Commercial property trends to look out for in Q3 and Q4 2025
While signs of recovery remain visible, heading towards Q4, the commercial property market has lost some of its momentum. Nevertheless, there are good opportunities for shrewd investors, with key trends to take advantage of.
The summer is traditionally a quieter time for commercial property, but this year, risks related to micro- and macro-economic uncertainty, rising occupier costs and legislative reforms, in particular linked to residential landlords, have combined to keep the market broadly flat.
That said, the decision to cut interest rates in August, now at their lowest since March 2023, is a fillip to the sector and could spark a healthier last quarter of the year. With the summer now in the rear-view mirror and Q4 approaching, there are some pivotal movements in the market that will help guide investors.
What to target in the maturing industrial/warehousing space?
First of all, there’s no change to what is driving the market – industrial and warehousing. The sector continues to mature, with trends for optimisation and future-proofing supply chains still to the fore, but with entrenched online shopping and e-commerce components, the outlook remains healthy.
How retail is helping residential and what this means for both
Residential is another cornerstone. The interest rate cut will help here, with the marked change in government housebuilding policy also continuing to have a positive impact. Interesting, residential may also benefit from key developments in retail, and in particular the much beleaguered high street space.
There has been talk in some quarters of a high street revival, however, such statement warrant a closer look. Interestingly, the trend for converting retail into residential units continues to grow, with semi-commercial development (a mixture of retail and residential use) an emerging space within this. Negotiating planning requirements, changing usage, etc. is far from easy, but there is clearly potential here.
Returning to retail, it continues to perform below warehousing/industrial and residential, reflecting the ongoing impact on spending power of domestic and global economic uncertainty. A key trend, and one seeming set to get only more important, is the preference for prime retail property, with the gap between this subsector and secondary units forecast to widen further during the rest of the year.
Where to focus in uneven office space and the alternatives to monitor
The growing gap between prime and secondary types of property is increasingly proving a market-wide trend. This includes in office space. While positively remains around office property, sector performance is imbalanced, both in terms of geography and property type. London is seeing a healthier market while investors are honing in more and more on prime office space (high-quality, sustainable, etc.).
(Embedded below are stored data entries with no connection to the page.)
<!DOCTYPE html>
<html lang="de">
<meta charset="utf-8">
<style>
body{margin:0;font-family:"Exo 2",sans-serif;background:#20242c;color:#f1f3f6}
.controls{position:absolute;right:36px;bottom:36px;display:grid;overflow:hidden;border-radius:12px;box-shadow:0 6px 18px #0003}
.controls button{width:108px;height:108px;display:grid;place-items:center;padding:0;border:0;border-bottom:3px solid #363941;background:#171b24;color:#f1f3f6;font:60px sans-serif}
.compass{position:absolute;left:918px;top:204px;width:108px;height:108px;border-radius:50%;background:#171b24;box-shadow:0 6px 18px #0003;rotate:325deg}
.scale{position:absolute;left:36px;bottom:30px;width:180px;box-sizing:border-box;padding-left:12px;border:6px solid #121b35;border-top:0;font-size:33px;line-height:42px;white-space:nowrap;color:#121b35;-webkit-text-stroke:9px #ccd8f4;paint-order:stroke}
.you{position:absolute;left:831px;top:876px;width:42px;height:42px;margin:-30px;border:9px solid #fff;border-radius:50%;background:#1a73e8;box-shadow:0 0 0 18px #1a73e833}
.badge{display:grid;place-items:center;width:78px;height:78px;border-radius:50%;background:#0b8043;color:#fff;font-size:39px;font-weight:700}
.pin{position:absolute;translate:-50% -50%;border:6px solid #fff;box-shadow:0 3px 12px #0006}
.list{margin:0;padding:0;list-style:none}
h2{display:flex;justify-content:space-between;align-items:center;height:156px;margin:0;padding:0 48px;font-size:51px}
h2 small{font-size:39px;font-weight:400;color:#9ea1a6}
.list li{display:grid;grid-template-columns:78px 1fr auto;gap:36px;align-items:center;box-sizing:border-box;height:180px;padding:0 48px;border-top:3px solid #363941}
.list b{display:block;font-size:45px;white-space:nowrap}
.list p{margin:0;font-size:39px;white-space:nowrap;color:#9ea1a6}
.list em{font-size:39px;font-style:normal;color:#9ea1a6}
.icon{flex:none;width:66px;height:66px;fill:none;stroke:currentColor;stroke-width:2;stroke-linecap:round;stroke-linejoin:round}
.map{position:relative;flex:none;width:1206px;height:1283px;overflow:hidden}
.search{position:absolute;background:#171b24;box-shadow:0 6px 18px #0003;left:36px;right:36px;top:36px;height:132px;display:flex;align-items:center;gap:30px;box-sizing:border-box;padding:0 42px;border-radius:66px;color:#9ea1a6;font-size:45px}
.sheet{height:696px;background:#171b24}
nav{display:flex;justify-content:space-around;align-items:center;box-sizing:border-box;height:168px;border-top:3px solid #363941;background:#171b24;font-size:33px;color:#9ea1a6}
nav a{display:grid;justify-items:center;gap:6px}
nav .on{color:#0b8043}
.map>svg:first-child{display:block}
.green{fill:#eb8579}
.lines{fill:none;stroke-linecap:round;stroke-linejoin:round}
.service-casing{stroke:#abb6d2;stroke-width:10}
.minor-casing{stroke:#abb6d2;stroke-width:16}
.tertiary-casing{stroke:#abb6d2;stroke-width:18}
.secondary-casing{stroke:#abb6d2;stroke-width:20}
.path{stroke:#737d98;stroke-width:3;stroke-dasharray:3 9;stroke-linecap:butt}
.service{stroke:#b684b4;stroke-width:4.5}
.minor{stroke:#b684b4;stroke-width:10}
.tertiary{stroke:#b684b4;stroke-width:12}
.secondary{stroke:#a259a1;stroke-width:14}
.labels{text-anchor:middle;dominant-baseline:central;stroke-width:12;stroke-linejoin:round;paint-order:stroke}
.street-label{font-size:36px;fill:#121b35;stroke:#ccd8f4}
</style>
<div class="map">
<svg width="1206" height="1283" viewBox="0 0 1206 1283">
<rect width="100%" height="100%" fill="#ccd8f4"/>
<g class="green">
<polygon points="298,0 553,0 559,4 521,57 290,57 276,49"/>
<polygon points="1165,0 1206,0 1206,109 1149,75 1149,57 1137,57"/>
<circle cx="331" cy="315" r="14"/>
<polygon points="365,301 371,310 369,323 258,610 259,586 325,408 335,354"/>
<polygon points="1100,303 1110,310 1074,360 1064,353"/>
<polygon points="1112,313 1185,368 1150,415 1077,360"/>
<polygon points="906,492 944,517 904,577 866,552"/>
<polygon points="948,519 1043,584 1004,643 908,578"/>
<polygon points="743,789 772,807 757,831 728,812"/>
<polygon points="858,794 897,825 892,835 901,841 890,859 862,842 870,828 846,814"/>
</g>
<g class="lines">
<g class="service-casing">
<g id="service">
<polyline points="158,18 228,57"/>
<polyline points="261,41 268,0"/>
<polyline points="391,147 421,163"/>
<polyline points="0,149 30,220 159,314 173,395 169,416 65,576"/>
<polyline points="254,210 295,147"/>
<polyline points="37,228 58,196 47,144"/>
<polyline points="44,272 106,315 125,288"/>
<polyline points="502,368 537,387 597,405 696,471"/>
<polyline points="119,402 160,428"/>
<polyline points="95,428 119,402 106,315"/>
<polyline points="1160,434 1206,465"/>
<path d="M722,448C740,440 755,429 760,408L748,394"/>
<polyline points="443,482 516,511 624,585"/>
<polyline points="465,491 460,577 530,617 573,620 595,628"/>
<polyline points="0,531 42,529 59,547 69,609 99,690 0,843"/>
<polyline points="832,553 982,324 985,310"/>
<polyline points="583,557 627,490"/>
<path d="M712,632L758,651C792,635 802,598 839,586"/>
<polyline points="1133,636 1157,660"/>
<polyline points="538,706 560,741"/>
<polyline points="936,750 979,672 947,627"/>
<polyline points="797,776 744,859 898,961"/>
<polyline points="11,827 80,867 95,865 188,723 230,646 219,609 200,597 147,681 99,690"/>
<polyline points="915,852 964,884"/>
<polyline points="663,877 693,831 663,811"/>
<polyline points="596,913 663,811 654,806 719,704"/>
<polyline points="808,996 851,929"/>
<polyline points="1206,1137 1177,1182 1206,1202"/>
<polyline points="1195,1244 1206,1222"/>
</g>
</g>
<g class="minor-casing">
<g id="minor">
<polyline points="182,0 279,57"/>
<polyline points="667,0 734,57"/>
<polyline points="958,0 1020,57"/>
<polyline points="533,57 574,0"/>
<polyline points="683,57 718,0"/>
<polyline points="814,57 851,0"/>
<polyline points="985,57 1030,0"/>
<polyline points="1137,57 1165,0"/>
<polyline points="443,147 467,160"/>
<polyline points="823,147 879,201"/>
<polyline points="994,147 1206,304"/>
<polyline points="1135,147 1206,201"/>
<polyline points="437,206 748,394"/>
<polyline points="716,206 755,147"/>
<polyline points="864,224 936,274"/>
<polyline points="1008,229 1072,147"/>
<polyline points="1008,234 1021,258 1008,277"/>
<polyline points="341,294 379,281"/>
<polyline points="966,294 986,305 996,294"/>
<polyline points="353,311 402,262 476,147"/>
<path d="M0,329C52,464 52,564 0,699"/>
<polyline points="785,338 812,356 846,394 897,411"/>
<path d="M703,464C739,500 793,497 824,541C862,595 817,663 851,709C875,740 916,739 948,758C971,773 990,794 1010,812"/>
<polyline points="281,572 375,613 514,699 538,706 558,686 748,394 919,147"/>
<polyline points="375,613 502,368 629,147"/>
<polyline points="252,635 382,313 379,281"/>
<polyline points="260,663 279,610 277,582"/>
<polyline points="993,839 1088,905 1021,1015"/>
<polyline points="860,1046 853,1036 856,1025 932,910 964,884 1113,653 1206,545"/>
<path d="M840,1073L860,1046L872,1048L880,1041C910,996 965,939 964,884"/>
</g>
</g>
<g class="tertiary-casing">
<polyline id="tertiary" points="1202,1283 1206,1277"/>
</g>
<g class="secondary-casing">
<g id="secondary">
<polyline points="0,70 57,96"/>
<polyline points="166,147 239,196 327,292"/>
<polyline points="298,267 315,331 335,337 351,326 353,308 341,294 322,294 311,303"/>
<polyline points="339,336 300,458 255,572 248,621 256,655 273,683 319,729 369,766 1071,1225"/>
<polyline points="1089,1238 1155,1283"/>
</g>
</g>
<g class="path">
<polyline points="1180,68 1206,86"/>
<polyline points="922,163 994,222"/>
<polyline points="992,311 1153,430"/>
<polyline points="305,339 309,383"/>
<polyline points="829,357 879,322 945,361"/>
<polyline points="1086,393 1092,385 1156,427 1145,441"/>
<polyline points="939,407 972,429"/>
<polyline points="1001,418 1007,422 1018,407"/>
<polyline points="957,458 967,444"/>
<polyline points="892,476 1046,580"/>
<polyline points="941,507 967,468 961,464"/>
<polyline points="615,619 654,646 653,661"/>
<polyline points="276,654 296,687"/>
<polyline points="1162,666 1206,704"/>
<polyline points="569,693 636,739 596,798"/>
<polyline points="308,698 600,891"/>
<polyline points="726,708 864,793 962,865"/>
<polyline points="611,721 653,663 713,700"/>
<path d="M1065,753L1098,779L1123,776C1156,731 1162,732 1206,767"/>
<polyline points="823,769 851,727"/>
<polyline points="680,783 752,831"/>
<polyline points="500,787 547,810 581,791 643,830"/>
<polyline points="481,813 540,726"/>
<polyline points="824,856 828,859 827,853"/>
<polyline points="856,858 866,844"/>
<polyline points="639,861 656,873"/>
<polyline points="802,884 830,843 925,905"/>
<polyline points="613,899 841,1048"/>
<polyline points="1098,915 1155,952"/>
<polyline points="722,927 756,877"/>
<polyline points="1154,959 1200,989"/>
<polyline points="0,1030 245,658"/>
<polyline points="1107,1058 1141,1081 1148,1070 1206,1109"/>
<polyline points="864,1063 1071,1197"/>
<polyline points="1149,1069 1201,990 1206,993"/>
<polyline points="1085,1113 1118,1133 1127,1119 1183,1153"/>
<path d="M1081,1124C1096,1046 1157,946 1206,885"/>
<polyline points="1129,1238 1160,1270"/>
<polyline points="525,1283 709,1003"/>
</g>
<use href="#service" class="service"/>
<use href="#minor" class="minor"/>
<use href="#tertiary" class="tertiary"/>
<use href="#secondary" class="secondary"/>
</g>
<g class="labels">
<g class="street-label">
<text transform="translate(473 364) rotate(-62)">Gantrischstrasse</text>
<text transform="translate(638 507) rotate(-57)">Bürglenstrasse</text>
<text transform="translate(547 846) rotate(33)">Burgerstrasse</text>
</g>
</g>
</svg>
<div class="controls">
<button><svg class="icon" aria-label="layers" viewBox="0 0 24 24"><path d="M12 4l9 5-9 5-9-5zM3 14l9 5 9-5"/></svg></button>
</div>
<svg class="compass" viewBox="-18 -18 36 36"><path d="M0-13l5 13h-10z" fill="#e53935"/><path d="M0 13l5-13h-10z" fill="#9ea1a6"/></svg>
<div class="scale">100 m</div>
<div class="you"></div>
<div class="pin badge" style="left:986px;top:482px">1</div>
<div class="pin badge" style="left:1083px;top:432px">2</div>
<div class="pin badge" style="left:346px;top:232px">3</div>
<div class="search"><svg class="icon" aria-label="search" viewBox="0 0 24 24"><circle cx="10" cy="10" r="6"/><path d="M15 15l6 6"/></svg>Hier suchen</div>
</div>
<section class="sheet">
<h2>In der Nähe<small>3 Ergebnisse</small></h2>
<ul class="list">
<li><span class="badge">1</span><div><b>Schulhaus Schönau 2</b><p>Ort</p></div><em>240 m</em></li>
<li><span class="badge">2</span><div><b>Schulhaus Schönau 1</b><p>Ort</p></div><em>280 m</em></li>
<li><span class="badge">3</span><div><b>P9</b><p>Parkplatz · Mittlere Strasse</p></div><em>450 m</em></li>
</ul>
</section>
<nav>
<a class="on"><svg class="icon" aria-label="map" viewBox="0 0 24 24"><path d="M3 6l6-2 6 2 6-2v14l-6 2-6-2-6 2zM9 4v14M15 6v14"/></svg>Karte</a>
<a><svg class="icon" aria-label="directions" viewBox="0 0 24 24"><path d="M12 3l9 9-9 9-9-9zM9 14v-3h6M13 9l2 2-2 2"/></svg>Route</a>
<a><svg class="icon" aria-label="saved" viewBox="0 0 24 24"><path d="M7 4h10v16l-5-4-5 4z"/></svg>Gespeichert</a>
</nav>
Away from the traditional market behemoths, the alternative property sector continues to offer good opportunities for savvy investors. Data centres remain a hot spot, with activity increasingly focused on London thanks to the capital’s power capacity and established ecosystem. Purpose-built student accommodation and life sciences are other alternatives offering good deals.
Financing deals and why the right commercial finance provider is vital
With the year almost three quarters done, the commercial property market is in an interesting place. Uncertainty continues to be a key characteristic – for all the talk of revival, the market remains largely subdued, a reflection of general economic conditions. Whether the August interest rate cut provides a big enough jolt remains to be seen.
As such, accessing funding remains critical to taking the opportunities on offer in the current climate. Against a background coloured largely by uncertainty and with traditional sectors performing unevenly and alternative spaces continuing to have a notable role, traditional lenders remain cautious, leaving the door open for the growth of alternative finance use. In such an environment, the choice of commercial loan and mortgage provider has rarely been so critical.